For these and other reasons, it's desirable to have
a BASIC-specific reader for use in this project.
The rules of the BASIC reader are pretty simple. Each invocation of
basicread
reads one line from the keyboard, ending with the Return
or Enter character. Within that line, space characters separate words
but are not part of any word. A quotation mark begins a quoted word that
includes everything up to and including the next matching quotation mark.
Certain characters form words by themselves:
+ - * / = < > ( ) , ; :
All other characters are treated like letters; that is, they can be part of multi-character words.
? show basicread 30 print x;y;"foo,baz",z:print hello+4 [30 print x ; y ; "foo,baz" , z : print hello + 4]
Notice that the comma inside the quotation marks is not made
into a separate word by basicread
. The other punctuation characters,
however, appear in the output sentence as one-character words.
Basicread
uses the Logo primitive readword
to read a line.
Readword
can be thought of as a reader with one trivial rule: The
only special character is the one that ends a line. Everything else is
considered as part of a single long word. Basicread
examines that
long word character by character, looking for delimiters, and accumulating
a sentence of words separated according to the BASIC rules. The
implementation of basicread
is straightforward; you can read the
procedures at the end of this chapter if you're interested. For now,
I'll just take it for granted and go on to discuss the more interesting
parts of the BASIC compiler.
The parser is the part of a compiler that figures out the structure of each piece of the source program. For example, if the BASIC compiler sees the command
let x = ( 3 * y ) + 7
it must recognize that this is a let
command, which
must follow the pattern
LET variable = value
and therefore x
must be the name of a variable, while
( 3 * y ) + 7
must be an expression representing a value. The
expression must be further parsed into its component pieces. Both the
variable name and the expression must be translated into the form they
will take in the compiled (Logo) program, but that's the job of the
code generator.
In practice, the parser and the code generator are combined into one
step; as each piece of the source program is recognized, it is translated
into a corresponding piece of the object program. So we'll see that most
of the procedures in the BASIC compiler include parsing instructions and
code generation instructions. For example, here is the procedure that
compiles a let
command:
to compile.let :command make "command butfirst :command make "var pop "command make "delimiter pop "command if not equalp :delimiter "= [(throw "error [Need = in let.])] make "exp expression queue "definition (sentence "make (word ""% :var) :exp) end
In this procedure, all but the last instruction (the line
starting with queue
) are parsing the source command. The last
line, which we'll come back to later, is generating a Logo make
instruction, the translation of the BASIC let
in the object
program.
BASIC was designed to be very easy to parse. The parser can read a command
from left to right, one word at a time; at every moment, it knows exactly
what to expect. The command must begin with one of the small number of
command names that make up the BASIC language. What comes next depends on
that command name; in the case of let
, what comes next is one word
(the variable name), then an equal sign, then an expression. Each
instruction in the compile.let
procedure handles one of these pieces.
First we skip over the word let
by removing it from the front of the
command:
make "command butfirst :command
Then we read and remember one word, the variable name:
make "var pop "command
(Remember that the pop
operation removes one member
from the beginning of a list, returning that member. In this case
we are removing the variable name from the entire let
command.)
Then we make sure there's an equal sign:
make "delimiter pop "command if not equalp :delimiter "= [(throw "error [Need = in let.])]
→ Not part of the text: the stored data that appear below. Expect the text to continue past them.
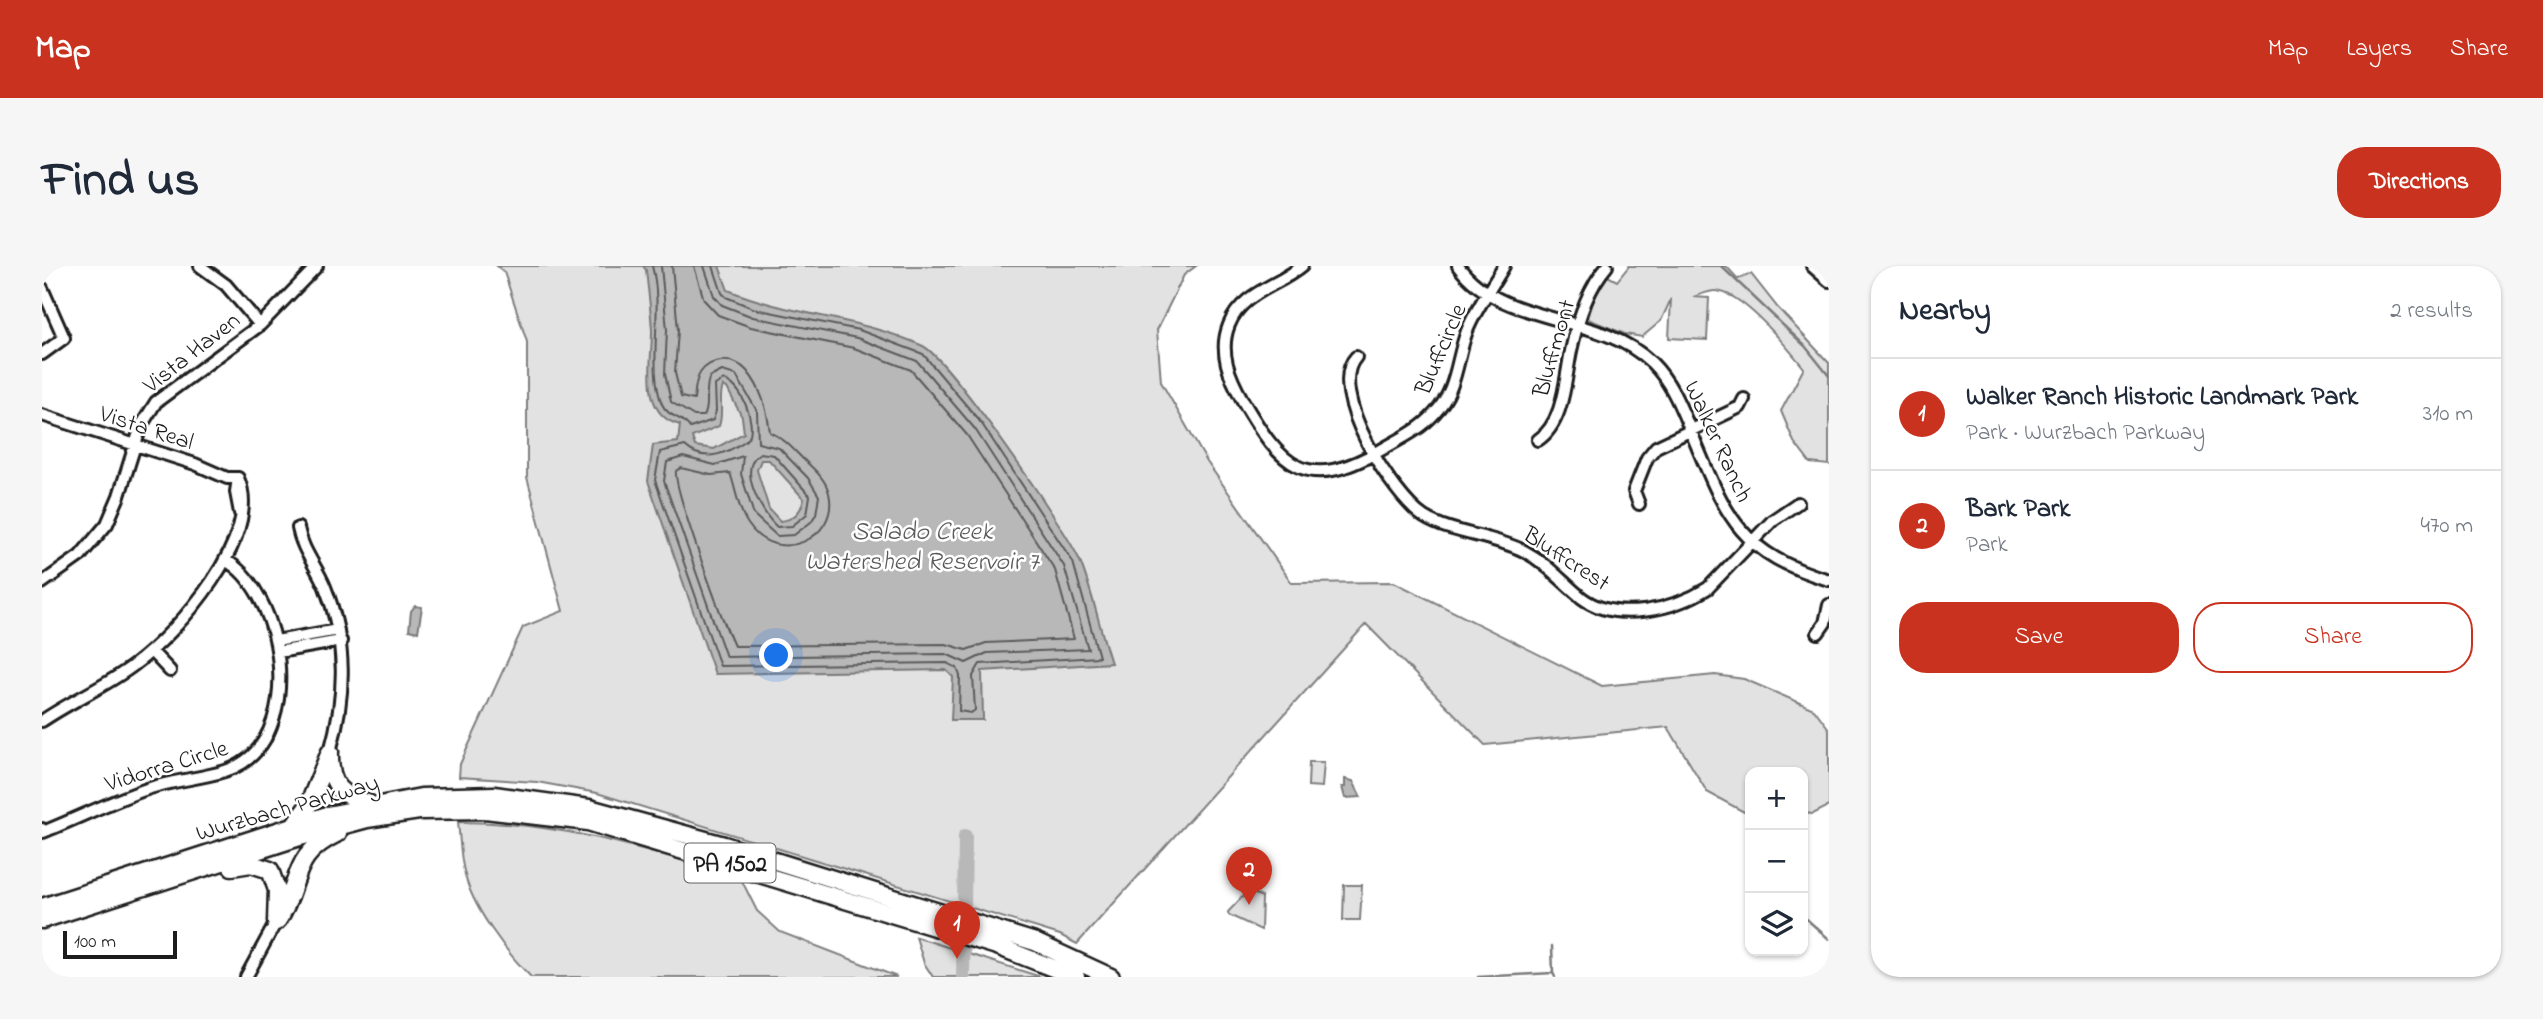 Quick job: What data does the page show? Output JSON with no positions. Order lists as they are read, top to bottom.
{
  "streets": {
    "highway": ["Wurzbach Parkway", "PA 1502"],
    "street": [
      "Bluffmont",
      "Bluffcircle",
      "Vista Haven",
      "Vista Real",
      "Walker Ranch",
      "Bluffcrest",
      "Vidorra Circle"
    ]
  },
  "crossings": [
    ["Bluffmont", "Walker Ranch"],
    ["Bluffcircle", "Walker Ranch"],
    ["Bluffcircle", "Bluffcrest"],
    ["Vista Haven", "Vista Real"],
    ["Vista Real", "Vidorra Circle"],
    ["Walker Ranch", "Bluffcrest"]
  ],
  "water": ["Salado Creek Watershed Reservoir 7"],
  "scale_bar": "100 m",
  "page": {
    "header": "Map",
    "nav": ["Map", "Layers", "Share"],
    "title": "Find us",
    "buttons": [
      "Directions",
      ["Save", "Share"]
    ],
    "heading": ["Nearby", "2 results"],
    "list": [
      {
        "mark": "1",
        "name": "Walker Ranch Historic Landmark Park",
        "note": "Park · Wurzbach Parkway",
        "value": "310 m"
      },
      {
        "mark": "2",
        "name": "Bark Park",
        "note": "Park",
        "value": "470 m"
      }
    ],
    "map_buttons": ["+", "−"],
    "pins": ["2", "1"],
    "scale": "100 m"
  }
}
And finally we call a subprocedure to read the expression; as we'll see later, that procedure also translates the expression to the form it will take in the object program:
make "exp expression
The parsers for other BASIC commands have essentially the same
structure as this example. They repeatedly invoke pop
to
read one word from the command or expression
to read and
translate an expression. (The if
command is a little more
complicated because it contains another command as a component,
but that inner command is just compiled as if it occurred by itself.
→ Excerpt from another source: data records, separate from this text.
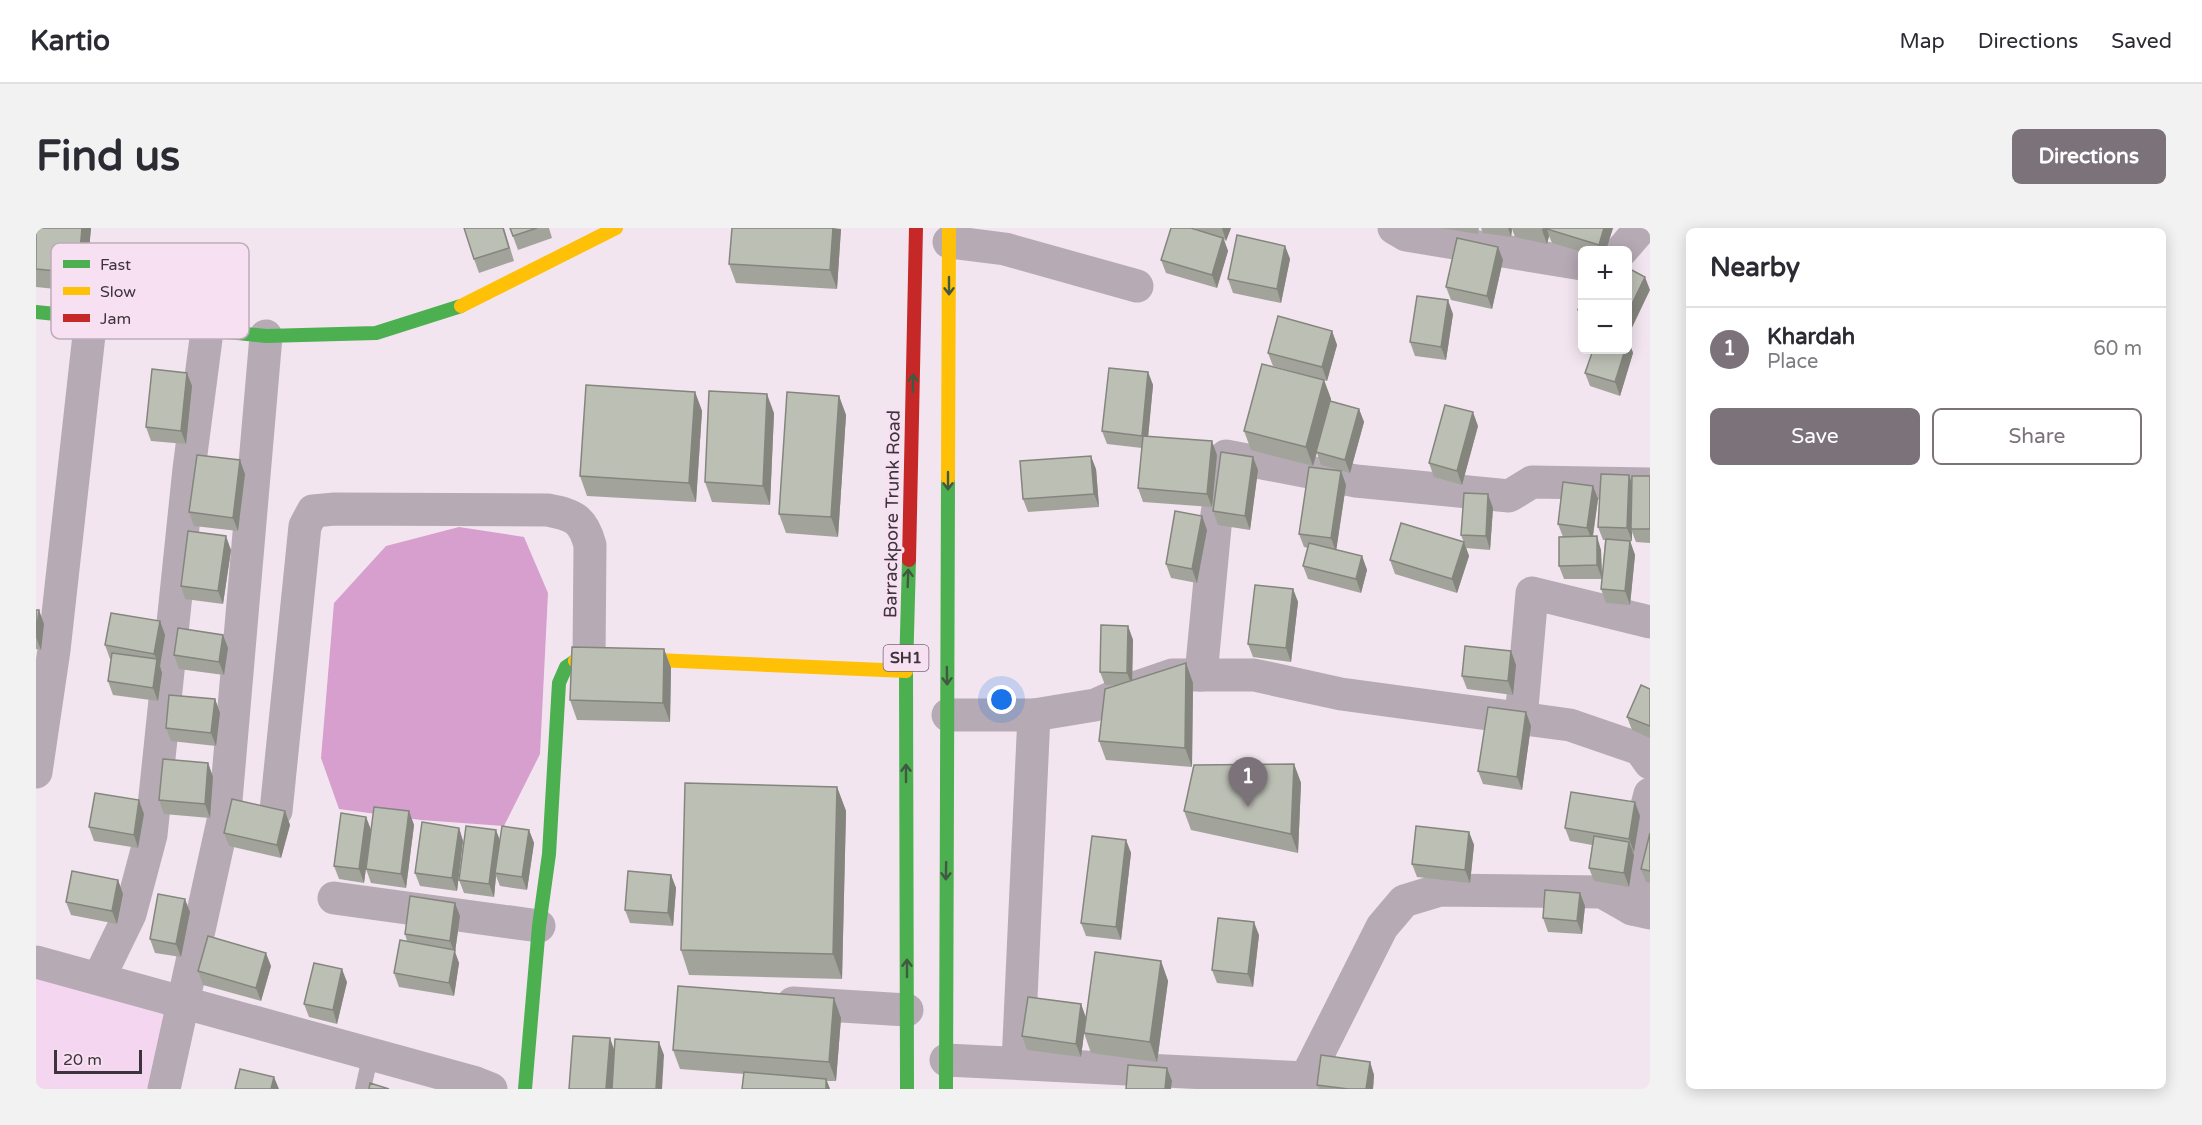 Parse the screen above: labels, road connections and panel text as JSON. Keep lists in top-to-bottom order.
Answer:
{
  "streets": {
    "main road": ["Barrackpore Trunk Road", "SH1"]
  },
  "legend": ["Fast", "Slow", "Jam"],
  "scale_bar": "20 m",
  "page": {
    "header": "Kartio",
    "nav": ["Map", "Directions", "Saved"],
    "buttons": [
      "Directions",
      ["Save", "Share"]
    ],
    "title": "Find us",
    "heading": "Nearby",
    "map_buttons": ["+", "−"],
    "list": [
      {
        "mark": "1",
        "name": "Khardah",
        "note": "Place",
        "value": "60 m"
      }
    ],
    "pins": "1",
    "scale": "20 m"
  }
}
We'll look at that process in more detail when we get to the
code generation part of the compiler.)
Each compilation procedure expects a single BASIC command as its
input. Remember that a line in a BASIC program can include more
than one command. The compiler uses a procedure named split
to break up each line into a list of commands:
? show split [30 print x ; y ; "foo,baz" , z : print hello + 4] [30 [print x ; y ; "foo,baz" , z] [print hello + 4]]
Split
outputs a list whose first member is a line
number; the remaining members are lists, each containing one BASIC
command. Split
works by looking for colons within the
command line.
Here is the overall structure of the compiler, but with only the instructions related to parsing included:
to basic forever [basicprompt] end to basicprompt print "READY make "line basicread if emptyp :line [stop] ifelse numberp first :line [compile split :line] [immediate :line] end to compile :commands make "number first :commands ifelse emptyp butfirst :commands ~ [eraseline :number] ~ [makedef (word "basic% :number) butfirst :commands] end to makedef :name :commands ... foreach :commands [run list (word "compile. first ?) ?] ... end
Basic
does some initialization (not shown) and then
invokes basicprompt
repeatedly. Basicprompt
calls the
BASIC reader to read a line; if that line starts with a number, then
split
is used to transform the line into a list of commands,
and compile
is invoked with that list as input. Compile
remembers the line number for later use, and then invokes makedef
with the list of commands as an input. I've left out most of the
instructions in makedef
because they're concerned with code
generation, but the important part right now is that for each command
in the list, it invokes a procedure named compile.
something
based on the first word of the command, which must be one of the
command names in the BASIC language.
Each line of the BASIC source program is going to be compiled into one
Logo procedure. (We'll see shortly that the BASIC if
and for
commands are exceptions.) For example, the line
10 let x = 3 : let y = 4 : print x,y+6
will be compiled into the Logo procedure
to basic%10 make "%x 3 make "%y 4 type :%x type char 9 type :%y + 6 print [] nextline 10 end
Each of the three BASIC commands within the source line
contributes one or more instructions to the object procedure. Each
let
command is translated into a make
instruction; the
print
command is translated into three type
instructions
and a print
instruction. (The last instruction line in the
procedure, the invocation of nextline
, does not come from
any of the BASIC commands, but is automatically part of the translation
of every BASIC command line.)
To generate this object procedure, the BASIC compiler is going to have
to invoke Logo's define
primitive, this way:
define "basic%10 [[] [make "%x 3] [make "%y 4] ... [nextline 10]]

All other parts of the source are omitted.